» **Exercise prompt**: When copying the entries below, leave out every picture and keep the rest exact.
*** Records shown Section Begins ***
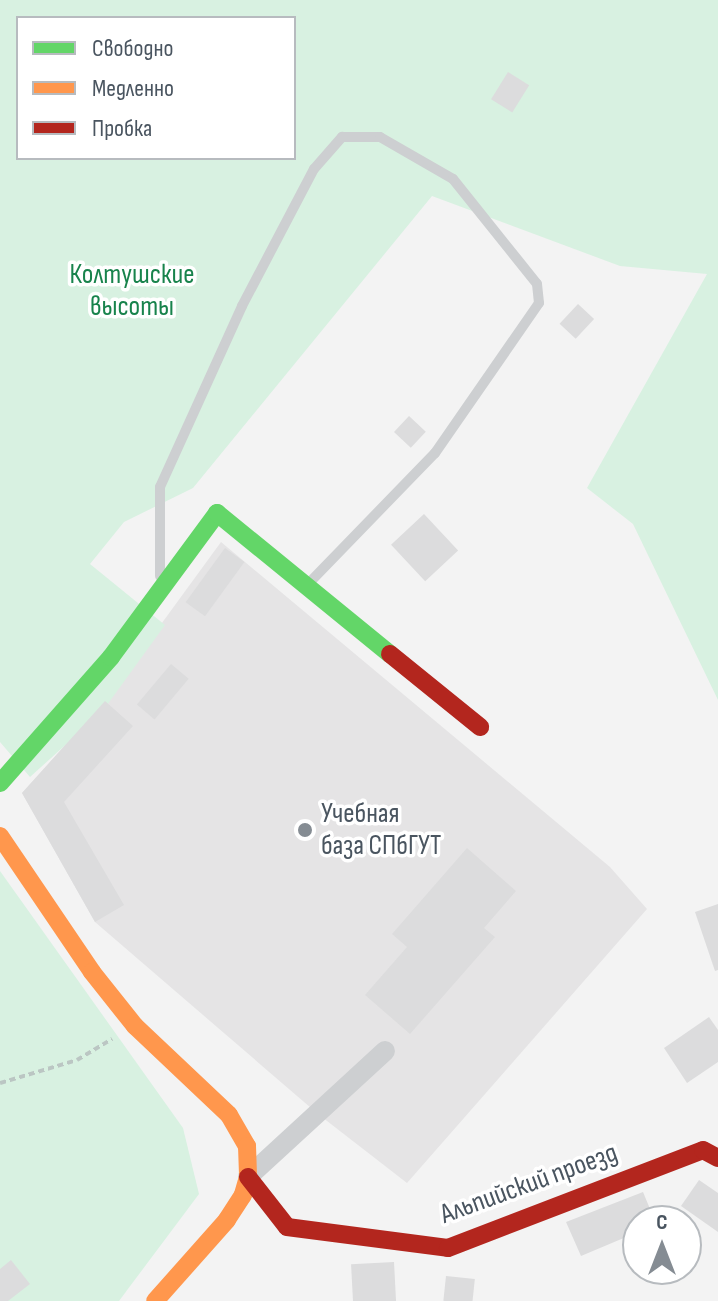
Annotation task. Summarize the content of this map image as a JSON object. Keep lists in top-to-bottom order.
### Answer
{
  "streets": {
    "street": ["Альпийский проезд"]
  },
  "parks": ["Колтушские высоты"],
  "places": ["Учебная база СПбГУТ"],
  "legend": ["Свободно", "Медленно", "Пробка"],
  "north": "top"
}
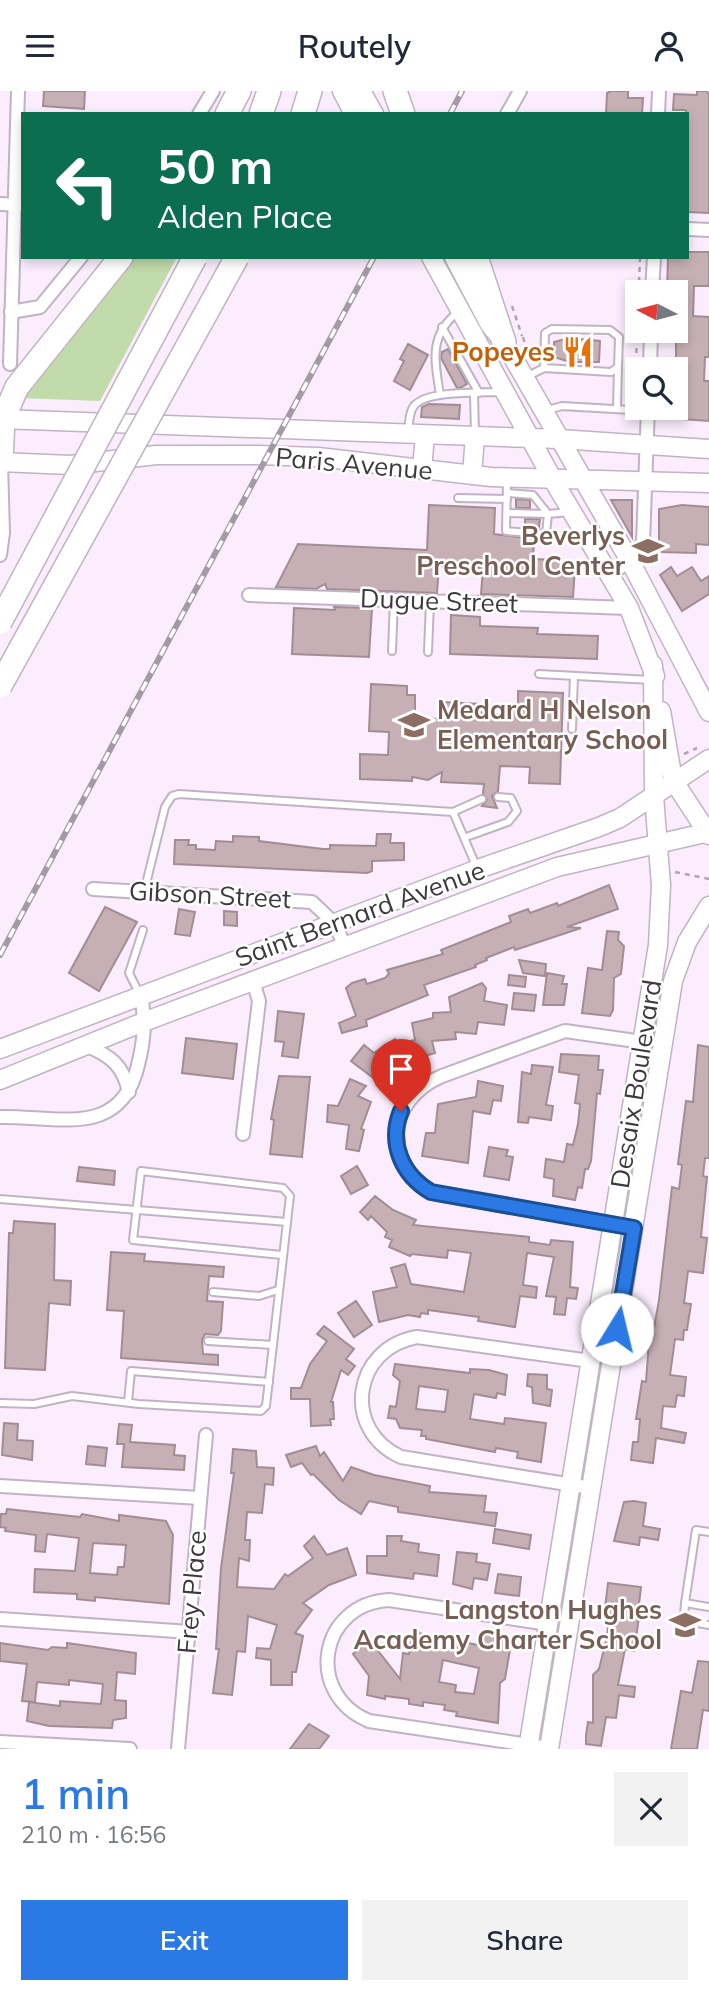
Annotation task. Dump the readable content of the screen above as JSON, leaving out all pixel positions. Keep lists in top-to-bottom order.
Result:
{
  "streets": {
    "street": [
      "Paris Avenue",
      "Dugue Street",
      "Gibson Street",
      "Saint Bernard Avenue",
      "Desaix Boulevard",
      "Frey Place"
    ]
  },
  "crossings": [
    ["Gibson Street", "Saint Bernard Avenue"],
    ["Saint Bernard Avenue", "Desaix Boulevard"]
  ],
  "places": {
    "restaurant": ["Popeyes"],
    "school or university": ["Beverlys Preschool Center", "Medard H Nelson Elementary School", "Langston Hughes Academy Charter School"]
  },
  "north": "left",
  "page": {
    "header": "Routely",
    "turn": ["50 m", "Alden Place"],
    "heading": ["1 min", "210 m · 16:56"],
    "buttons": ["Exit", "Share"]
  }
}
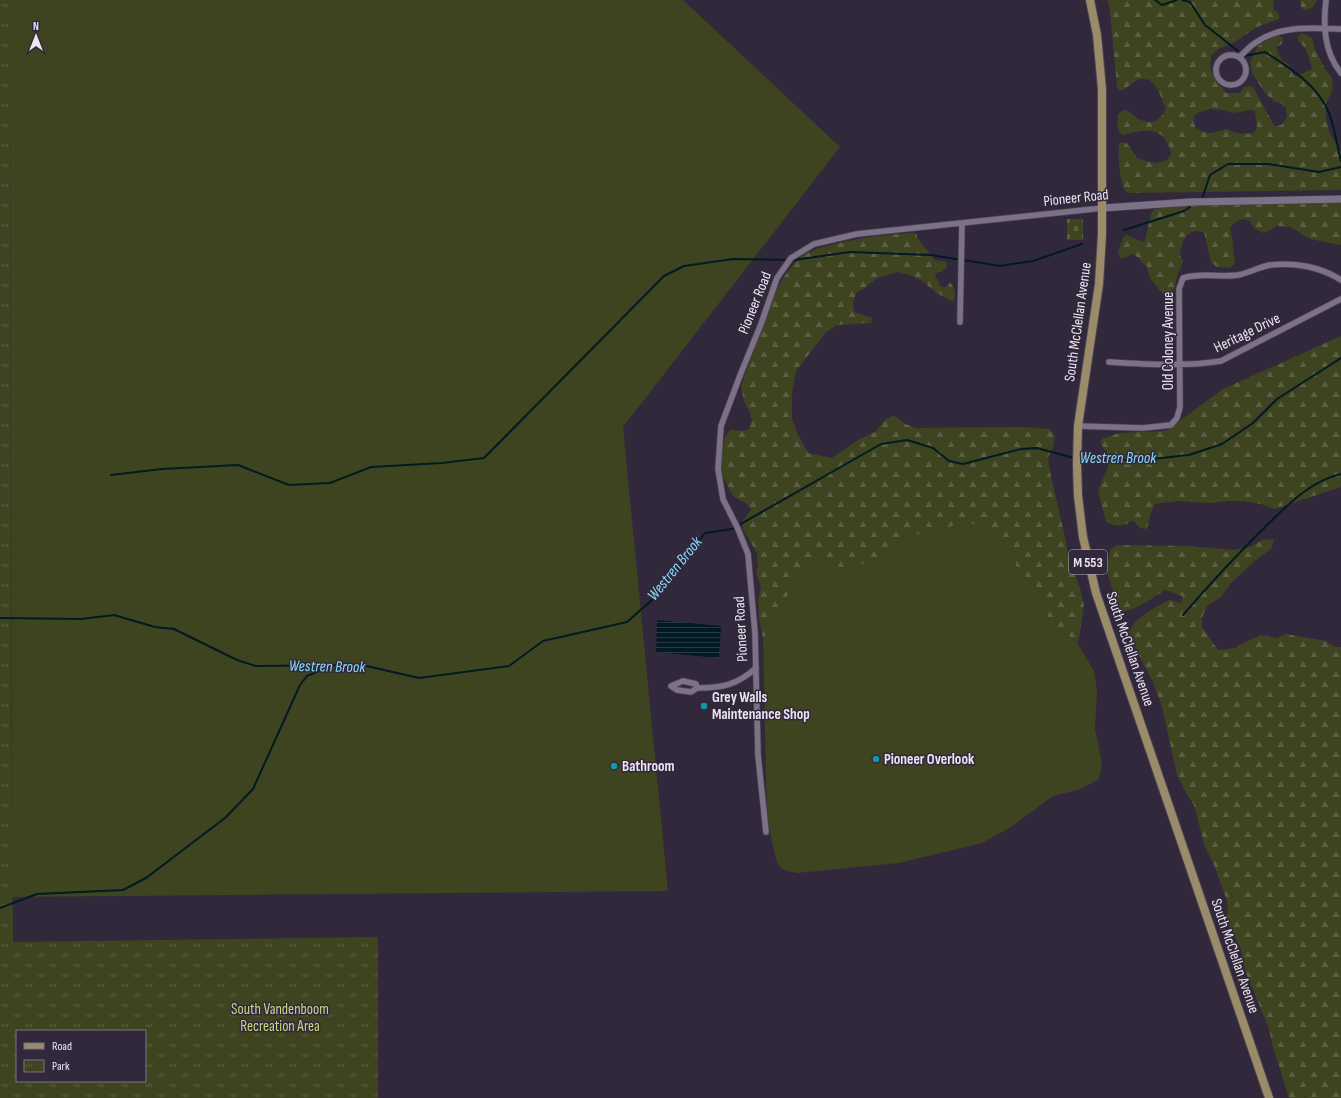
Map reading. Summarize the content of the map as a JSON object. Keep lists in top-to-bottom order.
*** Records shown Section Ends ***
» **Solved problem**:
Annotation task. Summarize the content of this map image as a JSON object. Keep lists in top-to-bottom order.
### Answer
{
  "streets": {
    "street": ["Альпийский проезд"]
  },
  "parks": ["Колтушские высоты"],
  "places": ["Учебная база СПбГУТ"],
  "legend": ["Свободно", "Медленно", "Пробка"],
  "north": "top"
}
Annotation task. Dump the readable content of the screen above as JSON, leaving out all pixel positions. Keep lists in top-to-bottom order.
Result:
{
  "streets": {
    "street": [
      "Paris Avenue",
      "Dugue Street",
      "Gibson Street",
      "Saint Bernard Avenue",
      "Desaix Boulevard",
      "Frey Place"
    ]
  },
  "crossings": [
    ["Gibson Street", "Saint Bernard Avenue"],
    ["Saint Bernard Avenue", "Desaix Boulevard"]
  ],
  "places": {
    "restaurant": ["Popeyes"],
    "school or university": ["Beverlys Preschool Center", "Medard H Nelson Elementary School", "Langston Hughes Academy Charter School"]
  },
  "north": "left",
  "page": {
    "header": "Routely",
    "turn": ["50 m", "Alden Place"],
    "heading": ["1 min", "210 m · 16:56"],
    "buttons": ["Exit", "Share"]
  }
}
Map reading. Summarize the content of the map as a JSON object. Keep lists in top-to-bottom order.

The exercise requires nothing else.